Note the Cashflow Forecast report can be run on forecast periods onlyit cannot be run on actuals periods. If you want a report that includes actuals, consider using the Bank Movement (12 Months) report instead. A sample version of this report is attached at the bottom of this help note.


This report has a similar layout to the Cashflow Forecast but displays your P&L accounts at the budgeted accrual amounts, it does not adjust for timing differences or gross figures up for GST/VAT. The timing differences and GST/VAT are reflected in the Balance Sheet section of the report in Trade Debtors, Trade Creditors, and GST Paid/Collected. The other main difference between this report and the Cashflow Forecast report is that this report will include non-cash items such as depreciation. 

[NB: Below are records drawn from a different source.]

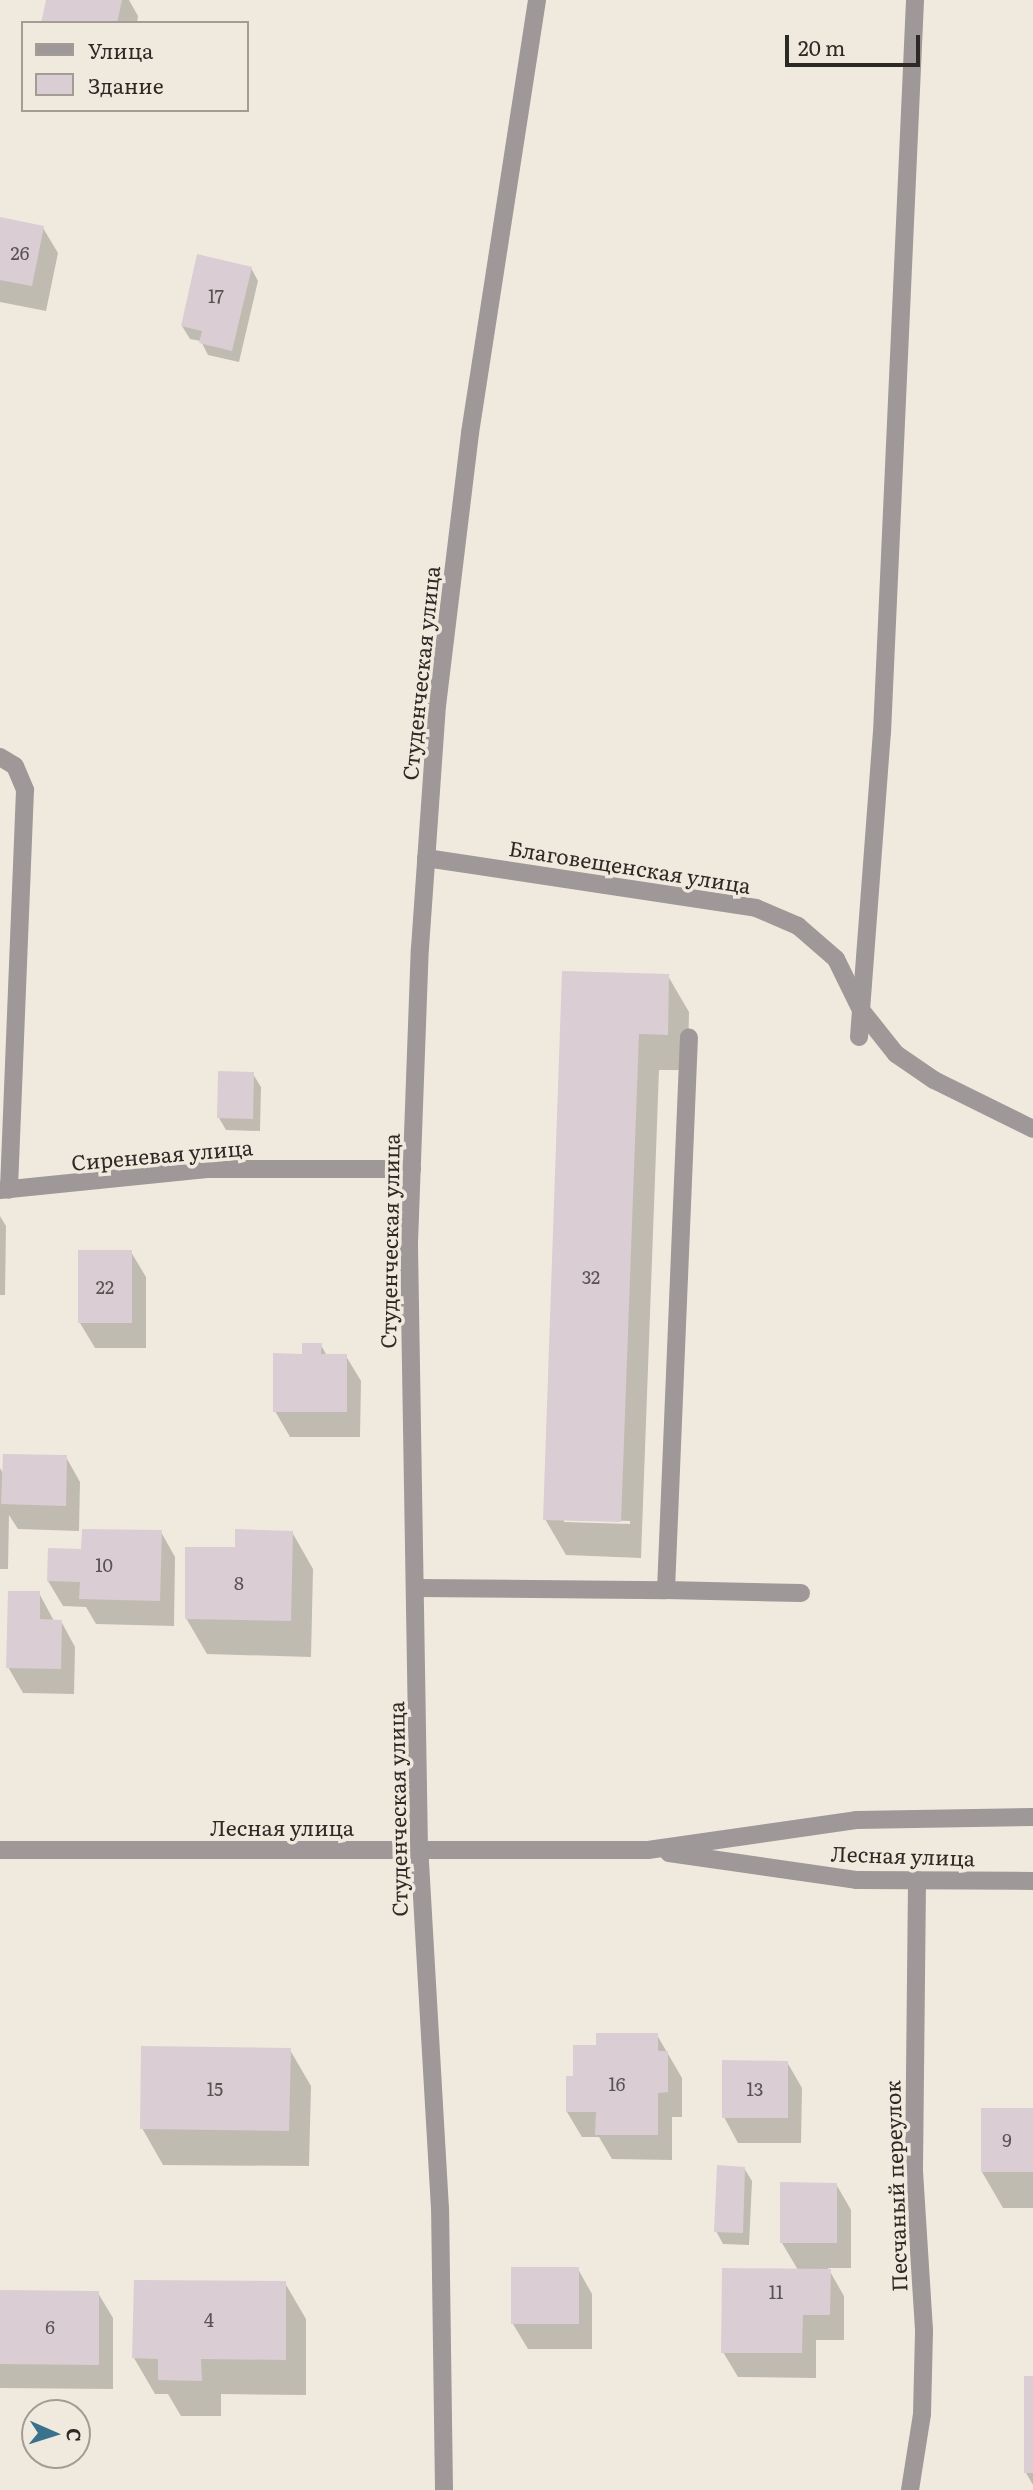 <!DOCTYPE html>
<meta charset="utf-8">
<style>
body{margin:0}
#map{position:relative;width:1033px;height:2490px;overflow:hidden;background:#f0eade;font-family:Literata,serif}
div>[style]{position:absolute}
.shadow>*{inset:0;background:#0003}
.building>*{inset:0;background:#dbcdd4}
.lane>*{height:18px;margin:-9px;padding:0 9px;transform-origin:9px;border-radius:9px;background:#9e9898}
.street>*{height:18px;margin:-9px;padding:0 9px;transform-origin:9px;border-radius:9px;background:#9e9898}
span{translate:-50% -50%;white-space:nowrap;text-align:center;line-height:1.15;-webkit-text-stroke:7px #f0eade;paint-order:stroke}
.number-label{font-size:18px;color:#585352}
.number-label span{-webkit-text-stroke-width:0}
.street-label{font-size:21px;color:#2d2a26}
.legend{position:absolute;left:21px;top:21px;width:228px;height:91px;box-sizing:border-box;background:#f0eade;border:2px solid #a29d94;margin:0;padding:9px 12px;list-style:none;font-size:21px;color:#2d2a26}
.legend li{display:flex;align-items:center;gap:14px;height:35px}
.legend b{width:35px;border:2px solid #a29d94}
.north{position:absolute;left:21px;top:2399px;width:70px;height:70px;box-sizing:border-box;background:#f0eade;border:2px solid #a29d94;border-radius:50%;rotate:93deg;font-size:19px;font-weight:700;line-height:28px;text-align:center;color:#2d2a26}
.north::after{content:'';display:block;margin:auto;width:24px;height:32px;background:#3a728d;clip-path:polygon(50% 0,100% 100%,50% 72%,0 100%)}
.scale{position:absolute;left:785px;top:35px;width:135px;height:32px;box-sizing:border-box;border:4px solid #2d2a26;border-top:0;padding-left:9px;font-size:21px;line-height:24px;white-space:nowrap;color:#2d2a26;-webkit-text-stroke:5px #f0eade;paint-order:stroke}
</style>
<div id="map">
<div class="shadow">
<div style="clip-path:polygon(48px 0,129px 0,138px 16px,137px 23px,43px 23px)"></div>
<div style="clip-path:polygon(0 219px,43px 228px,58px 253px,46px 311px,0 302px)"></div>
<div style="clip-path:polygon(251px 268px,258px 281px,239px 362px,208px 355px,201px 341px,190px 339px,182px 326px)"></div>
<div style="clip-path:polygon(evenodd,564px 972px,668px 976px,689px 1012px,688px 1070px,659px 1070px,641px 1558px,566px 1555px,545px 1519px,564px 972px,564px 1519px,630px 1521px,630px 1524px,564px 1522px,564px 1519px)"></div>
<div style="clip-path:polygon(253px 1074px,261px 1087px,260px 1131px,226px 1130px,219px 1118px)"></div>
<div style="clip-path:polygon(0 1216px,6px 1226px,5px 1295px,0 1295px)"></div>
<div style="clip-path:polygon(131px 1252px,146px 1277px,146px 1348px,95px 1348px,80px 1323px)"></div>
<div style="clip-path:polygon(321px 1345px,327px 1356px,346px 1356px,361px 1381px,360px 1437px,290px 1437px,275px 1411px,304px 1355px)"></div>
<div style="clip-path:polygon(66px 1457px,80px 1482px,79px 1531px,18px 1529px,9px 1515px,8px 1569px,0 1569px,0 1468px,4px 1475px)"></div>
<div style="clip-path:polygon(161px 1532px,175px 1557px,174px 1626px,96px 1624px,86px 1607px,63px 1606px,48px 1581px,82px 1551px)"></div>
<div style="clip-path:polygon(292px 1532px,313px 1569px,311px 1657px,207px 1654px,186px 1618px,236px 1549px)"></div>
<div style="clip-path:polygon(39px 1593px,54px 1621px,61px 1621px,75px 1647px,74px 1694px,23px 1693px,8px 1667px)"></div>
<div style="clip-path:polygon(657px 2035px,682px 2078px,682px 2117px,672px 2117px,672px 2160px,612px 2159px,599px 2137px,582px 2137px,567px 2112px,575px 2077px,598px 2047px)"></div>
<div style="clip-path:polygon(290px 2050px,311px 2086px,309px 2166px,163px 2165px,142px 2128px)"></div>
<div style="clip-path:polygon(787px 2062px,802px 2088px,801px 2143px,738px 2143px,724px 2117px)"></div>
<div style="clip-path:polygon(1033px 2110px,1033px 2208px,1003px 2208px,982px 2172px)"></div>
<div style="clip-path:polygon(744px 2168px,752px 2181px,749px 2245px,723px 2244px,716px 2231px)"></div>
<div style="clip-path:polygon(836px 2184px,851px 2210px,851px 2268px,828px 2268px,844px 2296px,844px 2340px,816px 2340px,816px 2378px,738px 2377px,723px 2352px,798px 2270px,782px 2243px)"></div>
<div style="clip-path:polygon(513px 2269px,578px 2269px,592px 2294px,592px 2349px,528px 2349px,513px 2324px)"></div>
<div style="clip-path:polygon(285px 2283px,306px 2319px,306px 2395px,221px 2394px,221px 2416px,181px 2416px,168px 2394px,155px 2394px,134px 2358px)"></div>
<div style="clip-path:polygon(0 2292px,98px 2293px,113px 2318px,113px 2389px,0 2388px)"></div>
<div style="clip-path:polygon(1033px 2378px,1033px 2485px,1026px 2473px)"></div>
</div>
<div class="building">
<div style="clip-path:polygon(46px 0,122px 0,117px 23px,41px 23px)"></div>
<div style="clip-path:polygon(0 217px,44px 226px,32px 286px,0 280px)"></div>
<div style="clip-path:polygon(197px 254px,252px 267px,232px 351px,199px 343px,202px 331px,181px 326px)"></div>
<div style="clip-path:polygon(562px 971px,669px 974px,668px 1035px,639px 1034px,621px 1522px,543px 1520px)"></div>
<div style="clip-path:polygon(218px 1071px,254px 1072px,253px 1119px,217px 1118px)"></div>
<div style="clip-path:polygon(78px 1250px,132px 1250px,132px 1323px,78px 1323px)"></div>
<div style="clip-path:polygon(302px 1343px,322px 1343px,321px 1354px,347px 1354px,347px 1412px,273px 1412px,273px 1353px,302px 1354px)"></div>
<div style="clip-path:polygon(3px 1454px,67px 1455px,66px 1506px,1px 1504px)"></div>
<div style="clip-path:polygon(82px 1529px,162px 1530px,160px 1601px,79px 1599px,80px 1582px,47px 1581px,48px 1548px,81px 1549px)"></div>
<div style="clip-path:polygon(235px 1529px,293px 1531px,291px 1621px,185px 1619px,185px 1547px,235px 1547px)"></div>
<div style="clip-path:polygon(8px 1591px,40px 1591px,40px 1619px,62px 1620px,61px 1669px,6px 1668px)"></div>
<div style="clip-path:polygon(596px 2033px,658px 2033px,658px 2051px,668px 2051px,668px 2092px,658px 2093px,658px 2135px,595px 2135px,596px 2112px,566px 2112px,566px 2076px,573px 2076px,573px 2045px,596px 2045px)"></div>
<div style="clip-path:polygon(141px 2046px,291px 2048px,289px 2131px,140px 2129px)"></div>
<div style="clip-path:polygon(722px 2060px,788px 2061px,788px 2118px,722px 2118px)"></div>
<div style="clip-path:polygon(981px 2108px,1033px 2108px,1033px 2172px,981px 2172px)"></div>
<div style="clip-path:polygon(717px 2165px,745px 2167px,743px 2233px,714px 2232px)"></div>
<div style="clip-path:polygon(780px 2182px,837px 2183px,837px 2243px,780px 2243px)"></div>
<div style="clip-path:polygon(511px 2267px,579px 2267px,579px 2324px,511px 2324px)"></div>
<div style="clip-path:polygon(722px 2268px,831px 2269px,830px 2315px,803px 2315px,802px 2353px,721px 2353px)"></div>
<div style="clip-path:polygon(134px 2280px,286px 2281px,286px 2360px,201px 2359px,202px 2381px,158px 2380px,158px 2359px,132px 2358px)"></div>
<div style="clip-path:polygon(0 2290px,99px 2291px,99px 2365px,0 2364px)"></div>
<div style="clip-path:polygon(1024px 2376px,1033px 2376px,1033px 2473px,1024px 2473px)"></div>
</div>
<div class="lane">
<div style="left:0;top:757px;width:17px;rotate:31deg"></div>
<div style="left:15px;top:766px;width:26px;rotate:67deg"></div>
<div style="left:25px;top:790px;width:400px;rotate:92.3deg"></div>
<div style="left:859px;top:1037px;width:305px;rotate:-85.7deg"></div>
<div style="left:882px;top:733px;width:734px;rotate:-87.42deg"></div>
<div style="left:417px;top:1588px;width:249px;rotate:0.5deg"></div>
<div style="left:666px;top:1590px;width:553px;rotate:-87.62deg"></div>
<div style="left:666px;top:1590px;width:135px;rotate:1.3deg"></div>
</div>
<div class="street">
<div style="left:426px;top:858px;width:334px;rotate:8.6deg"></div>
<div style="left:756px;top:908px;width:46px;rotate:23.2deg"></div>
<div style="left:798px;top:926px;width:50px;rotate:41deg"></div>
<div style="left:836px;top:959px;width:57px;rotate:63.9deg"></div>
<div style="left:861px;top:1010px;width:56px;rotate:51.5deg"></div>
<div style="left:896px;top:1054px;width:46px;rotate:34.4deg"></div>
<div style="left:934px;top:1080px;width:110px;rotate:26.3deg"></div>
<div style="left:0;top:1190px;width:208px;rotate:-5.8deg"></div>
<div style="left:207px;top:1169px;width:205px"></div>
<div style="left:0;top:1850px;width:648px"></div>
<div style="left:648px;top:1850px;width:210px;rotate:-8.2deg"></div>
<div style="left:856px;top:1820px;width:177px;rotate:-1deg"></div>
<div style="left:669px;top:1853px;width:189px;rotate:8.2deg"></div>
<div style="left:856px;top:1880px;width:177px;rotate:0.3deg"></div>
<div style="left:444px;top:2490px;width:281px;rotate:-90.8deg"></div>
<div style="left:440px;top:2209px;width:361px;rotate:-93.3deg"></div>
<div style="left:419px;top:1849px;width:606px;rotate:-90.95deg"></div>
<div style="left:409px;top:1243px;width:295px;rotate:-87.9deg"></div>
<div style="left:420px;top:948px;width:243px;rotate:-86deg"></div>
<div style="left:437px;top:706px;width:275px;rotate:-83.1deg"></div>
<div style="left:470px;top:433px;width:438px;rotate:-81.2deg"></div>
<div style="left:910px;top:2490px;width:77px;rotate:-81deg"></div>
<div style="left:922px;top:2414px;width:84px;rotate:-88.6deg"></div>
<div style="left:924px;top:2330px;width:161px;rotate:-93.6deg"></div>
<div style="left:914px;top:2169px;width:289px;rotate:-89.4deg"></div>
</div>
<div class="number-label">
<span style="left:20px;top:253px">26</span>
<span style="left:216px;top:296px">17</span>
<span style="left:591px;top:1277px">32</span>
<span style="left:105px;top:1287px">22</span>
<span style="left:104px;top:1565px">10</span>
<span style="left:239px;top:1583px">8</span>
<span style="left:617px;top:2084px">16</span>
<span style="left:215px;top:2089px">15</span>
<span style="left:755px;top:2089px">13</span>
<span style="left:1007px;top:2140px">9</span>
<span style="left:776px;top:2292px">11</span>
<span style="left:209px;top:2320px">4</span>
<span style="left:50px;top:2327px">6</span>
</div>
<div class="street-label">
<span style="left:420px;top:673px;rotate:-84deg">Студенческая улица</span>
<span style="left:630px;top:866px;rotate:9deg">Благовещенская улица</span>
<span style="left:162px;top:1154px;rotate:-5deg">Сиреневая улица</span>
<span style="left:389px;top:1241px;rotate:-89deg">Студенческая улица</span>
<span style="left:397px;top:1809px;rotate:-91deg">Студенческая улица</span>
<span style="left:282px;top:1827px">Лесная улица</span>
<span style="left:903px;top:1855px;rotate:2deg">Лесная улица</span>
<span style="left:895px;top:2186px;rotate:-92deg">Песчаный переулок</span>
</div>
<ul class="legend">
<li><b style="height:9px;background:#9e9898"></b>Улица</li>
<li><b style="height:19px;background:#dbcdd4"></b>Здание</li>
</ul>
<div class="north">С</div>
<div class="scale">20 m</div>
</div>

Complete your 3-Way Forecast Reports 

You can complete your 3-Way Forecast reports by adding Proft & Loss and Balance Sheet forecast reports. The report templates for these are called P&L with Projected Total (12 Months) and Balance Sheet Forecast 1 Year, Monthly in the Report Builder. Sample versions of these reports are attached at the bottom of this help note.



Step 5: Review, Revise, Improve


Expertise in cashflow forecasting comes with time and practice. The more often you forecast, the better you will become. The more familiar you are with the projections for your organisation, the more likely you will be to recognise anything odd and unusual.


Review

  • Use the Budget Discrepancy Analysis By Debits/Credits report to check that your budget balances.

  • Test your cashflow forecast for reasonableness. Does it meet your expectations? If it doesn't, consider whether you need to revise your budget or adjust the Financial or Cashflow Settings.

  • To understand any unexpected values in your cashflow forecast or Balance Sheet, refer to the desktop Troubleshooting Cashflow help note. An online help note will follow soon.

Revise

  • Using Budget Versions, you can modify your budget as the year goes on and the world around you changes. You can model different scenarios and examine their cashflow effect before committing to major new decisions.

    Compare two cashflow scenarios using the Cashflow Scenarios Line Chart template. A sample version of this chart is attached at the bottom of this help note.

Improve

  • After you have reviewed and revised as noted above, display your 3-Way Forecast reports again to finalise.

  • You may choose to customise your reports by adding a logo to improve the presentation. Watch this video from minute 15:20 for a demo of how to insert a logo.